Get Off My Lawn
Get Off My Lawn

Reputation: 36351

MySQL fulltext: have a result weigh more

I have a database of cities and states (about 43,000). I do a full text search on it like so:

select city, state, match(city, state_short, state) against (:q in boolean mode) as score
from zipcodes where
match(city, state_short, state) against (:q in boolean mode)
group by city, state order by score desc limit 6

When I replace :q with a meaningful string, it works, but lets say I search for houston texas, I would like the result to be first, but instead it is 3rd:

How can I make Houston, Texas weigh more than the other 2? This obviously should be the same for other cities like this as well.

Edit

This works, any thoughts on it?

SELECT * FROM (
    SELECT city, state, MATCH(city, state_short, state) AGAINST (:q IN BOOLEAN MODE) as score
    FROM zipcodes
    WHERE MATCH(city, state_short, state) AGAINST (:q IN BOOLEAN MODE)
    GROUP BY city, state
    ORDER BY score DESC LIMIT 6
) AS tbl
ORDER BY score DESC, LENGTH(city)

Upvotes: 0

Views: 124

Answers (1)

G-Nugget
G-Nugget

Reputation: 8846

Your new query may work, but it is entirely circumstantial.
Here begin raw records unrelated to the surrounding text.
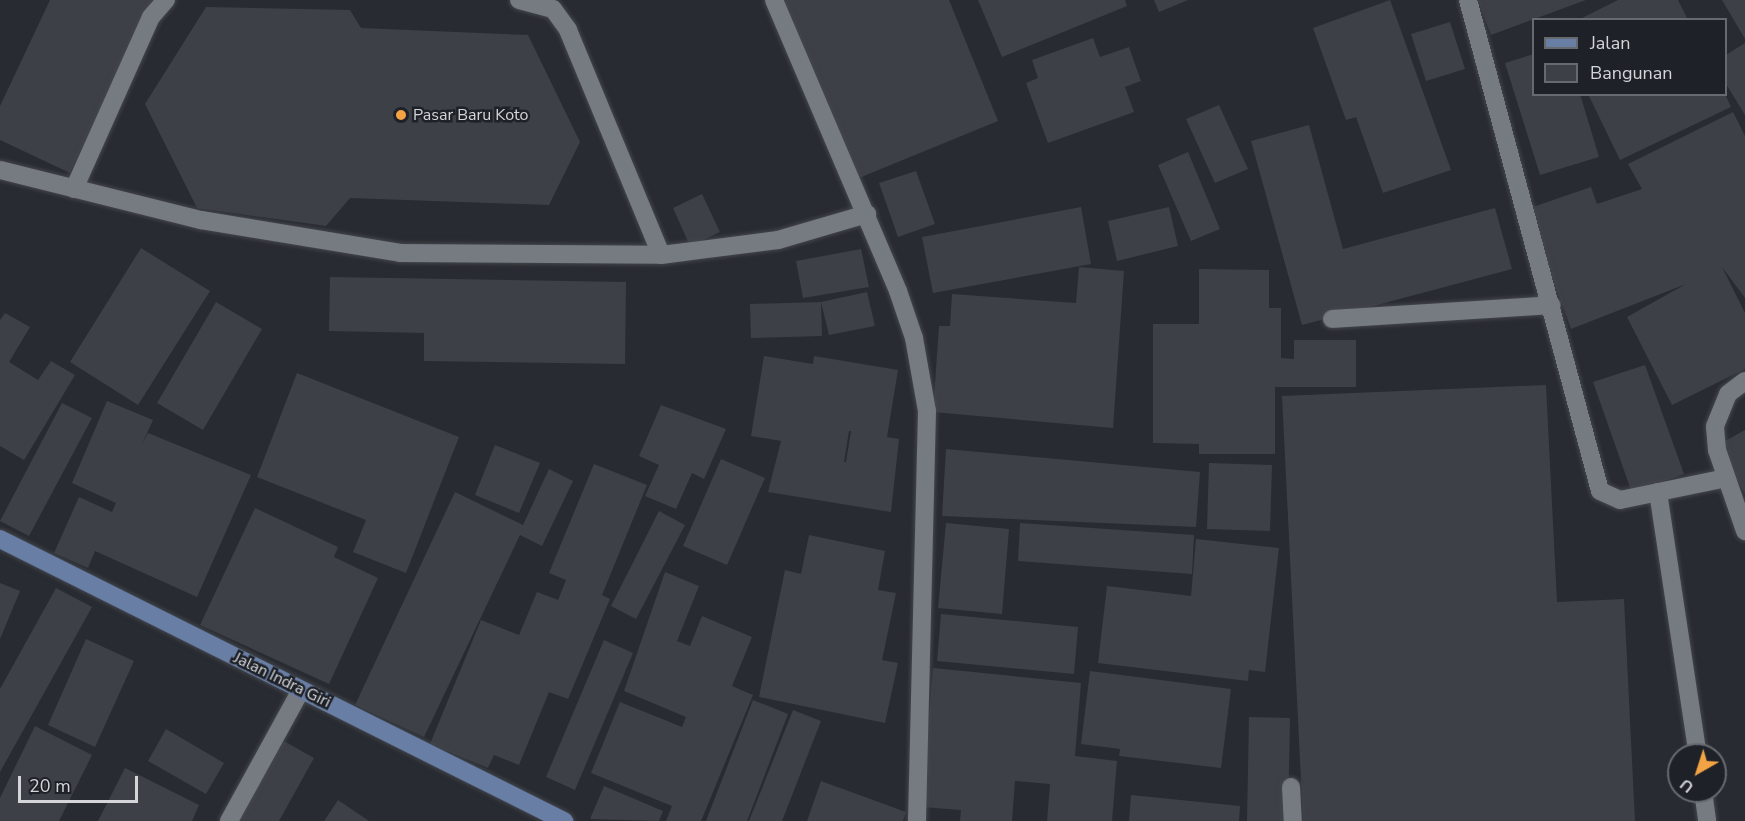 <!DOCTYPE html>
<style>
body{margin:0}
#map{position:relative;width:1745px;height:821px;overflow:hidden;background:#282b31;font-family:"Nunito Sans",sans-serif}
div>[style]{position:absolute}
.building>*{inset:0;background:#3d4046}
.roads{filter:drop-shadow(0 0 2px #43464b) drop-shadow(0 0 2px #43464b)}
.lane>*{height:18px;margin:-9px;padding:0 9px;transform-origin:9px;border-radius:9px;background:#767a81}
.street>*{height:18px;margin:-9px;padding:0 9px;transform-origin:9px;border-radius:9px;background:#767a81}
.secondary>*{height:18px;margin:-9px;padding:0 9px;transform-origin:9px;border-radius:9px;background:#697ea4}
.dots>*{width:16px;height:16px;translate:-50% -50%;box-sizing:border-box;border:3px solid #1e2127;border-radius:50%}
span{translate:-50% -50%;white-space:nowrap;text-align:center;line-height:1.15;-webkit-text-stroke:5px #1e2127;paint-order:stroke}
.poi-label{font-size:16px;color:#d3d5d9}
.left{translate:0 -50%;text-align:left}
.street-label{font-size:16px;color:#d3d5d9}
.legend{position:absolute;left:1532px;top:18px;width:195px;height:78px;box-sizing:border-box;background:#1e2127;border:2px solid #66696e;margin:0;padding:8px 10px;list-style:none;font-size:18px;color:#d3d5d9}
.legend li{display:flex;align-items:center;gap:12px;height:30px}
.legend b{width:30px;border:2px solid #66696e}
.north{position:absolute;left:1667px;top:743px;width:60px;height:60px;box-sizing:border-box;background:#1e2127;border:2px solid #66696e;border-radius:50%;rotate:219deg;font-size:16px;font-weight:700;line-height:24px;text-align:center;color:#d3d5d9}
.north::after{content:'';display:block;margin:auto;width:21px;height:27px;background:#f4a344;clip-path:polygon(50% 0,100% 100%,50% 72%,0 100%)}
.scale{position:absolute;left:18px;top:776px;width:120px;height:27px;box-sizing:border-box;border:3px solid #d3d5d9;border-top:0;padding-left:8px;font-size:18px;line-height:21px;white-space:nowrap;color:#d3d5d9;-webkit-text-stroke:4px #1e2127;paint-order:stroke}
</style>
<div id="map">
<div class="building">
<div style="clip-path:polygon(50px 0,153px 0,70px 173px,0 140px,0 106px)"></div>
<div style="clip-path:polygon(781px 0,949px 0,998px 121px,854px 180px)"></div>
<div style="clip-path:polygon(978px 0,1125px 0,1127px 6px,1002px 57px)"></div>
<div style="clip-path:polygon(1154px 0,1188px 0,1159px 12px)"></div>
<div style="clip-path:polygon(1390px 0,1451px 170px,1383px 193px,1356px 117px,1346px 120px,1313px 28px)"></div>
<div style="clip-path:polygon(1478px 0,1586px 0,1491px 35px)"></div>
<div style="clip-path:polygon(1618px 0,1678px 0,1688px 20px,1578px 20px)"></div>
<div style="clip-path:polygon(1722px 0,1745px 0,1745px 39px)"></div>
<div style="clip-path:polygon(206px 7px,350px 10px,361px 28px,528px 35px,580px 142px,549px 205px,350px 198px,326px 226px,197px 208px,145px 104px)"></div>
<div style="clip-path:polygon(1450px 22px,1465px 69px,1426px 81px,1411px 34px)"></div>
<div style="clip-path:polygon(1093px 38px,1100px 57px,1129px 47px,1141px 81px,1125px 87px,1134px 112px,1048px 143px,1026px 83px,1038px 78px,1032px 60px)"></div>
<div style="clip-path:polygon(1745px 43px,1745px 115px,1726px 84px,1726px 55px)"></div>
<div style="clip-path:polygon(1534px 54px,1534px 94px,1580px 94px,1599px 157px,1540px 175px,1505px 63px)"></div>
<div style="clip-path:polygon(1588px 94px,1725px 94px,1731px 107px,1620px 160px)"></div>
<div style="clip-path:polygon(1219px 105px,1248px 169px,1215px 183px,1186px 119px)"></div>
<div style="clip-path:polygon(1733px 112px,1745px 136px,1745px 298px,1722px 267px,1745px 313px,1745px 369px,1672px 405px,1627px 317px,1686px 284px,1571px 329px,1527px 209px,1591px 187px,1597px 204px,1642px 189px,1628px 164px)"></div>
<div style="clip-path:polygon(1309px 125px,1343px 249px,1495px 208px,1512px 269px,1302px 325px,1251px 141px)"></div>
<div style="clip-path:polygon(1188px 152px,1220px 229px,1191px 241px,1158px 165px)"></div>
<div style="clip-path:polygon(916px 171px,935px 224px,898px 237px,879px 183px)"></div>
<div style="clip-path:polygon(702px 194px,720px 232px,690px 246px,673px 208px)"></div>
<div style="clip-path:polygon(1081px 207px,1091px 264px,933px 293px,922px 237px)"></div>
<div style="clip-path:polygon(1169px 207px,1178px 246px,1117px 261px,1108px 221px)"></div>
<div style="clip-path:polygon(141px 248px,210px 291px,138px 405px,70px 362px)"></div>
<div style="clip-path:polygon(861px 249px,869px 287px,803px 298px,796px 261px)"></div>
<div style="clip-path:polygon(1079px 267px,1124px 271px,1113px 428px,933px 412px,939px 326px,950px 326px,952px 294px,1076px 303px)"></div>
<div style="clip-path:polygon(1199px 269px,1269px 270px,1269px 308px,1281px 308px,1281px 358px,1294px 359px,1294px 340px,1356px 340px,1356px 387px,1275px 387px,1275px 454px,1199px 454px,1199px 444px,1153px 443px,1153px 324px,1199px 324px)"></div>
<div style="clip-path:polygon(330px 277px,626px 282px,625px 364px,424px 361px,424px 333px,329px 331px)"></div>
<div style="clip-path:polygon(867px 292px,875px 326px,829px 335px,821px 302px)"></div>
<div style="clip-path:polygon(216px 302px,262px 329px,203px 430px,157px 403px)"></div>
<div style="clip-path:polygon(821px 302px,822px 336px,751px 338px,750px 304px)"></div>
<div style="clip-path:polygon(5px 313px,30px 327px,9px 362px,38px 380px,51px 361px,75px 375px,24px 460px,0 446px,0 320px)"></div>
<div style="clip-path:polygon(evenodd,764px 356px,813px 364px,814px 356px,898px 370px,887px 437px,899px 439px,891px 512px,768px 492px,781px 441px,751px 436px,764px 356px,849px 431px,851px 431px,846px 462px,844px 462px,849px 431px)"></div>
<div style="clip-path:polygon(1645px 365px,1684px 474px,1632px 493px,1593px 382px)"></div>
<div style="clip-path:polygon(297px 373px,459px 437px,406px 573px,353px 552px,366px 520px,257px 477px)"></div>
<div style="clip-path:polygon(1546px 385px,1557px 602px,1624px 599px,1635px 821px,1303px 821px,1282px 396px)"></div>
<div style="clip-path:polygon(107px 401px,153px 420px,142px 444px,148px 433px,251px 475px,197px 597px,95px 551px,88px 568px,54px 553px,79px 497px,112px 512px,116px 503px,72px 483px)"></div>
<div style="clip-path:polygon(62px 403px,92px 418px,29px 536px,0 521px)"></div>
<div style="clip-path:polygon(661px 405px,726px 429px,704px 479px,692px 473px,676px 509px,645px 496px,659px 465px,639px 456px)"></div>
<div style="clip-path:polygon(1745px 430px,1745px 494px,1718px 445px)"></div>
<div style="clip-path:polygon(495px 445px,540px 463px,519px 513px,475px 495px)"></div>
<div style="clip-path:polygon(946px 449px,1200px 472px,1196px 527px,942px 516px)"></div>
<div style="clip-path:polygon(721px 459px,765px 478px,727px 565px,683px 546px)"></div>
<div style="clip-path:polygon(1209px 463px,1272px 465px,1270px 531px,1207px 529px)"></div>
<div style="clip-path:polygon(594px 464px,647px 485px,602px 595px,610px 599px,568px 699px,549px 692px,519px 765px,494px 755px,488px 768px,430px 744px,481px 620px,519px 635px,537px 592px,558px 600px,566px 580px,549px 573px)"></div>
<div style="clip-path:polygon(549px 469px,573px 481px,542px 546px,520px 535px,424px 737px,355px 705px,455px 492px,523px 525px)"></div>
<div style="clip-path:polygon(255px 508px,338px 547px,334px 557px,378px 578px,329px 684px,200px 625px)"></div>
<div style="clip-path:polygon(659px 511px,685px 525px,636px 619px,611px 606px)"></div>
<div style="clip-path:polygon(946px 523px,1009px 529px,1002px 614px,938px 608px)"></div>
<div style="clip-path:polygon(1020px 523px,1194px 535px,1192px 574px,1018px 561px)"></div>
<div style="clip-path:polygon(809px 535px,885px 551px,878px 590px,896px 593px,882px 660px,898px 663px,885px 723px,759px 697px,785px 570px,801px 574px)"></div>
<div style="clip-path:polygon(1196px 539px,1279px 548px,1265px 672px,1249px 670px,1248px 681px,1098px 663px,1107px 586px,1191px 596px)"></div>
<div style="clip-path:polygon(665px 572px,699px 586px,677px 641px,690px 646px,702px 616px,752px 637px,732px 686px,753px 695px,701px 821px,666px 821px,672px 806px,591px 773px,620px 702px,682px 727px,686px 717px,624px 691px)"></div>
<div style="clip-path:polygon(0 583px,20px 591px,0 639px)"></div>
<div style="clip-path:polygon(56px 588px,92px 607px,0 772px,0 689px)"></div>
<div style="clip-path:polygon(941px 614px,1078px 627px,1074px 674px,937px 661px)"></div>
<div style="clip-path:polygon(86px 639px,134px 661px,95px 747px,48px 725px)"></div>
<div style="clip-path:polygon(604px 640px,633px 653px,575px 790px,546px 777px)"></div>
<div style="clip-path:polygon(933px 668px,1081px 683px,1075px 756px,1117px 761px,1112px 821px,1047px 821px,1050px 784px,1015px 781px,1012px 821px,960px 821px,961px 810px,922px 807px)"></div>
<div style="clip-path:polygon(1090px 671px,1231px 689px,1221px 768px,1119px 756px,1120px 749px,1081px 744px)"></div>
<div style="clip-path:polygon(753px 700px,788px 714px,747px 821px,706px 821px)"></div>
<div style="clip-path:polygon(793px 710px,821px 721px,782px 821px,749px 821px)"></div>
<div style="clip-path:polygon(1249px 717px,1290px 718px,1288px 821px,1247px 821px)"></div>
<div style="clip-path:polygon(35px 726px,92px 755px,59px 821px,0 821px,0 798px)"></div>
<div style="clip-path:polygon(166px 729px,224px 763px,206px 794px,148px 761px)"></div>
<div style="clip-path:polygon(282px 740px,314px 758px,279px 821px,237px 821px)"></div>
<div style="clip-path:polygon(125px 768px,199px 805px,192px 821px,98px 821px)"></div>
<div style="clip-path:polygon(821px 781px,906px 812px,903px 821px,807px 821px)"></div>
<div style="clip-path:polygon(604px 786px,663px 811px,659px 821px,590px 819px)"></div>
<div style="clip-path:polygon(1131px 795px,1240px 806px,1239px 821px,1129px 821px)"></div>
<div style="clip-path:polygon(338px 800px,369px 821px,324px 821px)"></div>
</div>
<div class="roads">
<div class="lane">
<div style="left:519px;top:0;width:35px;rotate:15deg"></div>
<div style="left:553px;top:9px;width:26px;rotate:54deg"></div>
<div style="left:568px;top:30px;width:243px;rotate:67.5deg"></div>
<div style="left:1468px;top:0;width:508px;rotate:74.95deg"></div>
<div style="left:1600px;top:491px;width:22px;rotate:24deg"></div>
<div style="left:1620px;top:500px;width:108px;rotate:-11.7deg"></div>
<div style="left:0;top:170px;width:207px;rotate:14deg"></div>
<div style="left:201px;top:220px;width:202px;rotate:9.4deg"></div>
<div style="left:400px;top:253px;width:261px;rotate:0.4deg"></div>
<div style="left:661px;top:255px;width:118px;rotate:-7.3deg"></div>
<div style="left:74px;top:189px;width:188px;rotate:-65.9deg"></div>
<div style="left:151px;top:17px;width:23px;rotate:-49deg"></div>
<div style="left:1332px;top:319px;width:220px;rotate:-3.6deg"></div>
<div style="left:1658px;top:492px;width:266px;rotate:81.4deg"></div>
<div style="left:1291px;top:787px;width:34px;rotate:87deg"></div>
<div style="left:1703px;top:791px;width:30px;rotate:82deg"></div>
</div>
<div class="street">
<div style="left:774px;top:0;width:316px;rotate:66.9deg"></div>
<div style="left:898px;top:291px;width:50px;rotate:71.2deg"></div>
<div style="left:914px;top:338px;width:74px;rotate:79.9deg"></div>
<div style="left:927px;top:411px;width:410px;rotate:91.4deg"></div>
<div style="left:778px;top:240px;width:93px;rotate:-16.3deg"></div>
<div style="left:1745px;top:381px;width:21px;rotate:143deg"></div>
<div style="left:1728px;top:394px;width:35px;rotate:112deg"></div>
<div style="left:1715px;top:427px;width:23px;rotate:85deg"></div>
<div style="left:1717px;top:450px;width:86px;rotate:70.9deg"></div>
<div style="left:229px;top:821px;width:149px;rotate:-61.2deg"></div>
</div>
<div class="secondary">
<div style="left:0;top:539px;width:631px;rotate:26.57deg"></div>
</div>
</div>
<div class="dots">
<div style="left:401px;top:115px;background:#f4a344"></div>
</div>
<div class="poi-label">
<span class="left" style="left:413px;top:115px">Pasar Baru Koto</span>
</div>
<div class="street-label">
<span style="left:282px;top:680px;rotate:26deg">Jalan Indra Giri</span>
</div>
<ul class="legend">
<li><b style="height:8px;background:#697ea4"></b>Jalan</li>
<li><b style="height:16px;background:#3d4046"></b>Bangunan</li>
</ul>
<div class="north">U</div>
<div class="scale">20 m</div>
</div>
Instead of doing ORDER BY LENGTH(city), something like ORDER BY ABS(LENGTH(:q) - (LENGTH(city) + LENGTH(state))) would be better. This isn't perfect, but it should be better since anything having the same length as the input and a high score is probably what you're looking for. The final query would look something like this:

SELECT city, state, MATCH(city, state_short, state) AGAINST (:q IN BOOLEAN MODE) AS score
FROM zipcodes
WHERE MATCH(city, state_short, state) AGAINST (:q IN BOOLEAN MODE)
GROUP BY city, state
ORDER BY score DESC, ABS(LENGTH(:q) - (LENGTH(city) + LENGTH(state))) DESC LIMIT 6

I moved the new ORDER BY clause into the main query to remove the subquery. This should yield the same (or possibly more accurate) results.

The Levenshtein Distance would probably be a more accurate measure for this, but there is no native implementation of it in MySQL. This post has more information about a MySQL implementation of a Levenshtein Distance function.